Date of Award

January 2011

Document Type

Open Access Thesis

Degree Name

Medical Doctor (MD)



First Advisor

Annette M. Molinaro

Subject Area(s)

Oncology, Biostatistics



Elliot James Rapp, Jena P. Giltnane, David L. Rimm, Annette Molinaro. Department of Biostatistics, Yale School of Public Health, Yale University School of Medicine, New Haven, CT.

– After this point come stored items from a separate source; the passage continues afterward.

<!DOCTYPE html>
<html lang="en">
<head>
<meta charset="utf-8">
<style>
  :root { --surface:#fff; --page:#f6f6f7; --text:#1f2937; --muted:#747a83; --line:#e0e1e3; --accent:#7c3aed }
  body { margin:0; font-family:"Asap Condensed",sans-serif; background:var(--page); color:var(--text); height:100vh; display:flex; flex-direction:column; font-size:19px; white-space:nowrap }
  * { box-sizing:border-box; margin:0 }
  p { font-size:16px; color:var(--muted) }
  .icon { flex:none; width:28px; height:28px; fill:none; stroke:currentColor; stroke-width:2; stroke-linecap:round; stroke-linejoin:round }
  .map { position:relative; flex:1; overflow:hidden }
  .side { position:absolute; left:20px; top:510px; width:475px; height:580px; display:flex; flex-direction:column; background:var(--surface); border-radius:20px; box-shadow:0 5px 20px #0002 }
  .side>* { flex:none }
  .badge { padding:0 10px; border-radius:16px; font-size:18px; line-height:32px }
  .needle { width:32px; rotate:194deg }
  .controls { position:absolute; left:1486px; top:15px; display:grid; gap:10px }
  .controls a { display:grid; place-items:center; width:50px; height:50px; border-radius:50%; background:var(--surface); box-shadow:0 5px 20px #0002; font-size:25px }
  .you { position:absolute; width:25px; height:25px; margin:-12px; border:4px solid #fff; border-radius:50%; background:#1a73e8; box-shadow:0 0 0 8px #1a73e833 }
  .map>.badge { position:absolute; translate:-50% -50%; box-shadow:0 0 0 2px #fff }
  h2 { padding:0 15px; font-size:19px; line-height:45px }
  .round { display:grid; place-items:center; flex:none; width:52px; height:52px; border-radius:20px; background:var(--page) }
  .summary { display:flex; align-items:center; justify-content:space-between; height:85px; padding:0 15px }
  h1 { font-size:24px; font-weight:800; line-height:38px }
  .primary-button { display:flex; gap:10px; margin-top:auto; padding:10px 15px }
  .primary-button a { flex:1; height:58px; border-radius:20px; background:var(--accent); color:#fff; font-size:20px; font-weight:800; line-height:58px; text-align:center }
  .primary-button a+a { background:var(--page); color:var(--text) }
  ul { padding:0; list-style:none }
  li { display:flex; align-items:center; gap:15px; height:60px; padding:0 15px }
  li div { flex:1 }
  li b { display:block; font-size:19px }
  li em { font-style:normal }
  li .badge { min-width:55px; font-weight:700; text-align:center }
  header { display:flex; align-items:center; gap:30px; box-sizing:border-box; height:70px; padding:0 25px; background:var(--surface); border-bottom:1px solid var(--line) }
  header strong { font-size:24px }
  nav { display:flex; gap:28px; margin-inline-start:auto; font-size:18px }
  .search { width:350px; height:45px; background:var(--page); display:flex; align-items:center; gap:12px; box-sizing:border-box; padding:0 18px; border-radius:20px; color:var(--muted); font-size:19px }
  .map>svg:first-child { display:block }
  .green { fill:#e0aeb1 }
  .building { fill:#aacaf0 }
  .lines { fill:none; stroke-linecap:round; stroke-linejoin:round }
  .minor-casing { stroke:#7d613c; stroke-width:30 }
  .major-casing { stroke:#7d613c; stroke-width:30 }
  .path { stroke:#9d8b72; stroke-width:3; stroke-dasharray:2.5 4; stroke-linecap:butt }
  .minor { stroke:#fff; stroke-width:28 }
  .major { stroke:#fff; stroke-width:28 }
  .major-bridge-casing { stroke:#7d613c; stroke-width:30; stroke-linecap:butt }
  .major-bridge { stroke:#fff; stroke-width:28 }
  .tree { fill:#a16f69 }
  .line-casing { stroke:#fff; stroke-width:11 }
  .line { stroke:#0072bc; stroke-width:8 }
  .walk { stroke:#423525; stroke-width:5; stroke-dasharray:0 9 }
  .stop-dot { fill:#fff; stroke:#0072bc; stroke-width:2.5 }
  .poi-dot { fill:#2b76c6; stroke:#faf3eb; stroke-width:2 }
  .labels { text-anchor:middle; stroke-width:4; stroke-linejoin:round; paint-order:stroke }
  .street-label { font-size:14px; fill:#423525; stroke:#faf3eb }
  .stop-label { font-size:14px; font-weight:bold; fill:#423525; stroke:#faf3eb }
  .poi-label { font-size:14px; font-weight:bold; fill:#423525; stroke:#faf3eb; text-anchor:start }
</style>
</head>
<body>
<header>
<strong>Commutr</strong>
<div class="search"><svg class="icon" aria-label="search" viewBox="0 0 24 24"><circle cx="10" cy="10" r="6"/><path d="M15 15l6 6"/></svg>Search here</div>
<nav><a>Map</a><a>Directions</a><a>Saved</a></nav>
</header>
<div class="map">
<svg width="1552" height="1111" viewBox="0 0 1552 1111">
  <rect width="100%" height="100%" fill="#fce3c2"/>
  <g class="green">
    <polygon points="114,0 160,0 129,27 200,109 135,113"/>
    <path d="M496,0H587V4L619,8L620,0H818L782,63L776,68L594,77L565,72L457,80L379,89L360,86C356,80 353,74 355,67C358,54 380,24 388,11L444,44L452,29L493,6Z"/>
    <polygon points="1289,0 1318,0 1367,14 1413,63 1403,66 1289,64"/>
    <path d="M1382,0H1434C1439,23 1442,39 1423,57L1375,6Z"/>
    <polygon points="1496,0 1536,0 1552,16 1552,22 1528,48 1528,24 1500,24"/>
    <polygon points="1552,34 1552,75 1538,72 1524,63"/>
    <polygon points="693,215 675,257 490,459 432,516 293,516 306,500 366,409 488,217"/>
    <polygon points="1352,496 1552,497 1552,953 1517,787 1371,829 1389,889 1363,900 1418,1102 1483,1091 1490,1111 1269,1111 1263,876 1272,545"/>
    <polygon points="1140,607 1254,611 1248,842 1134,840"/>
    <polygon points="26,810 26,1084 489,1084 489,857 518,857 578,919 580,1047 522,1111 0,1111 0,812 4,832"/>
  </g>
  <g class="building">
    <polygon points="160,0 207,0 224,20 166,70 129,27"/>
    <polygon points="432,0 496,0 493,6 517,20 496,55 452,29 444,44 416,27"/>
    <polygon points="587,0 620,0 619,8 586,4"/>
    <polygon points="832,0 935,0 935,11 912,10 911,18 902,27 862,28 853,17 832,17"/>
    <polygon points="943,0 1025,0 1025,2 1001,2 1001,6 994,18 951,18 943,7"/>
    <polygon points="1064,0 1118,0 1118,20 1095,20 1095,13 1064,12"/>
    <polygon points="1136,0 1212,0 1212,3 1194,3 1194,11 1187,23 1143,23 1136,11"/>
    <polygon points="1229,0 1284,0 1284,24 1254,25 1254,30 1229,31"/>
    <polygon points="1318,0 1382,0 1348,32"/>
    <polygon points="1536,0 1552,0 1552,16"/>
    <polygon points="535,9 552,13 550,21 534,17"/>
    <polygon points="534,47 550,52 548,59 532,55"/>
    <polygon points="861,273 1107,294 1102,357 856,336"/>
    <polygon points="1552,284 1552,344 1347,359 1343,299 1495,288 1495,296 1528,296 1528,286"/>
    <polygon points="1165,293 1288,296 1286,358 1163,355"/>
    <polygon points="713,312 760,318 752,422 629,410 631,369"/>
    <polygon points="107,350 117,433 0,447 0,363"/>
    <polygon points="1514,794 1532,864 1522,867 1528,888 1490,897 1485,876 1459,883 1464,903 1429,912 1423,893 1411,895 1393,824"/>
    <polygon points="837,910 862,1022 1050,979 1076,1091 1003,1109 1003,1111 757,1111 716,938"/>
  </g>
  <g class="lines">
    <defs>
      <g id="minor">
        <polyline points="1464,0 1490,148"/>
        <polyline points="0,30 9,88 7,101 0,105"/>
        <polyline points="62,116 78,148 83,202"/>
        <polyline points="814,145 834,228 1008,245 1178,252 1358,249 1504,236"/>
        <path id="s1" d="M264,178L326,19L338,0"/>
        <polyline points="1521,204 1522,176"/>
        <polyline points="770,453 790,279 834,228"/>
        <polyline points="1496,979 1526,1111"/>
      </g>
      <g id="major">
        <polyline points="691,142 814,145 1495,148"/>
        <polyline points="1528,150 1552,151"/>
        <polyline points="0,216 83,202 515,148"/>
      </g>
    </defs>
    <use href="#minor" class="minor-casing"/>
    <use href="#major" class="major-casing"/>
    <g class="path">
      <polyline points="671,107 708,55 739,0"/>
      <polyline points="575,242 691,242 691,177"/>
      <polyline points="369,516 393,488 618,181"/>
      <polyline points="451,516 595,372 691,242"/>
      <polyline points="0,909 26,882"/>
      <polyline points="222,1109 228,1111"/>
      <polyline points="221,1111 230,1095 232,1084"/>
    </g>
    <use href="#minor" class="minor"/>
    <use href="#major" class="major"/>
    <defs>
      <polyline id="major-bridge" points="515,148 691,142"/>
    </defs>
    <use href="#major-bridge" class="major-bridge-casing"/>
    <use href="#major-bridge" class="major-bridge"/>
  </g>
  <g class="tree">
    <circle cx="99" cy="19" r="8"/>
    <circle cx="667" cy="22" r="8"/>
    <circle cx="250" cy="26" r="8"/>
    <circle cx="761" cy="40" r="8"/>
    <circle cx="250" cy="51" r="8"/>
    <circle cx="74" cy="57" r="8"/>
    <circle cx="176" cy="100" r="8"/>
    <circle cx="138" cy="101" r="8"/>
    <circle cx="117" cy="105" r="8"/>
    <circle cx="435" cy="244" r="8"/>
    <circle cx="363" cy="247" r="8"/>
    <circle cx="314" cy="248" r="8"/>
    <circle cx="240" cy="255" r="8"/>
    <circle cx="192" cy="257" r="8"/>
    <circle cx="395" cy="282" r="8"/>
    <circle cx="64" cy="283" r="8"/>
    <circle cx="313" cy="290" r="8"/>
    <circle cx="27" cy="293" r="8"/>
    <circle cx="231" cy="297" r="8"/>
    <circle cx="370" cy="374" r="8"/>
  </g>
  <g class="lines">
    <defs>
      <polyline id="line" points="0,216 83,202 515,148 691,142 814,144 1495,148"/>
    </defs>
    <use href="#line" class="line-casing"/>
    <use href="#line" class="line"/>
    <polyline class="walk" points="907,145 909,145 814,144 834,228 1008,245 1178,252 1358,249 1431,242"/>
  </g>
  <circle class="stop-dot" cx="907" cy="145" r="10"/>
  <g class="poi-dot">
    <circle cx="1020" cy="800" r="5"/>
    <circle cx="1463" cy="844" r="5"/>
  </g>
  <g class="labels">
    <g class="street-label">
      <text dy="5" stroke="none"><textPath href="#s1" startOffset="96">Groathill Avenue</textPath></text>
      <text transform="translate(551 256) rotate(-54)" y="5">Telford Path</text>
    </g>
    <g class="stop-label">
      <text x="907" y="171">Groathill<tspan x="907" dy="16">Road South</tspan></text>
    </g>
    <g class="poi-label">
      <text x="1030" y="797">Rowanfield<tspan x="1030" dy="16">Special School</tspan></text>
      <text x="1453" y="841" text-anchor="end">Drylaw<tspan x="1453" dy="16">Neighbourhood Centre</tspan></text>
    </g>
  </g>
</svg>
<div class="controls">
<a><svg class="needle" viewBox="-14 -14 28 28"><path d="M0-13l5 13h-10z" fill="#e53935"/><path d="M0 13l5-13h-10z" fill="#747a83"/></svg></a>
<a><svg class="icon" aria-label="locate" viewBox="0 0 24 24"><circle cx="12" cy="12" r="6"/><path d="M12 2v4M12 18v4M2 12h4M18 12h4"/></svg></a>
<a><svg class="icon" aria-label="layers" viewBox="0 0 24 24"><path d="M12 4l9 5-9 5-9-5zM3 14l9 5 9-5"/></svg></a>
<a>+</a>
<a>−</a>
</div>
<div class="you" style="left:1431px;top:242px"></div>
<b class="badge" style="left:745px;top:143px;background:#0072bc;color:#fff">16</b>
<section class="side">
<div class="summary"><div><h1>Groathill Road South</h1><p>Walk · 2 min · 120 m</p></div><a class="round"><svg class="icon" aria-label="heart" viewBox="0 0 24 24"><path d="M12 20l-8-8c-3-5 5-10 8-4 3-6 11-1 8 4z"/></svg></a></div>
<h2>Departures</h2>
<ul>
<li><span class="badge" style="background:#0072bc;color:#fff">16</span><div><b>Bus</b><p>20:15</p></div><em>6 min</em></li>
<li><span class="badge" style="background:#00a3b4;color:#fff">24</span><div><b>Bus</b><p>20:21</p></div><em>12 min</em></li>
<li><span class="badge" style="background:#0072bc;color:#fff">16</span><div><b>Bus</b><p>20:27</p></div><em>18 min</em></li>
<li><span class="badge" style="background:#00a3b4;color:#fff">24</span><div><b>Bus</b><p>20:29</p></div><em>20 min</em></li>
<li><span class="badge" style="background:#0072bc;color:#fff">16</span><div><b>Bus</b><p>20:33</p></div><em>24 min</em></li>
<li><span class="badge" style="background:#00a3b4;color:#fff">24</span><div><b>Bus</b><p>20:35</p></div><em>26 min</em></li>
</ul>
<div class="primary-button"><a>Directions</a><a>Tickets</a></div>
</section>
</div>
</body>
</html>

Our hypothesis was that prognostic models for breast cancer that incorporate both clinical variables and biomarkers in the PI3 Kinase molecular pathway will improve upon the clinical models of TNM staging and the Nottingham Prognostic Index (NPI). Our specific aim was to develop models that misclassify fewer patients than TNM and NPI with the outcome of dead of disease at ten years. Our population cohort was the YTMA49 cohort, a series of 688 samples of invasive ductal breast carcinoma collected between 1961 and 1983 by the Yale University Department of Pathology. Tissue MicroArray (TMA) analysis was performed and biomarker expression level was determined using Automated Quantitative Analysis (AQUA) technology for thirteen biomarkers in the PI3 Kinase pathway, including an overall expression level and expression levels by subcellular compartment. Eleven clinical variables were also assembled from our cohort. Exhaustively searching the multivariate space, we used logistic regression to predict our outcome of dead of disease at ten years. Validation was performed using Leave One Out Cross Validation (LOOCV). Misclassification estimates provided the means to compare different models, with lower misclassification estimates indicating superior models. Confidence intervals were constructed using bootstrapping with one thousand iterations. We developed a helper computer program named Combination Magic to enable us to develop sophisticated models that included both interactions between variables and transformations of variables (e.g. logarithm).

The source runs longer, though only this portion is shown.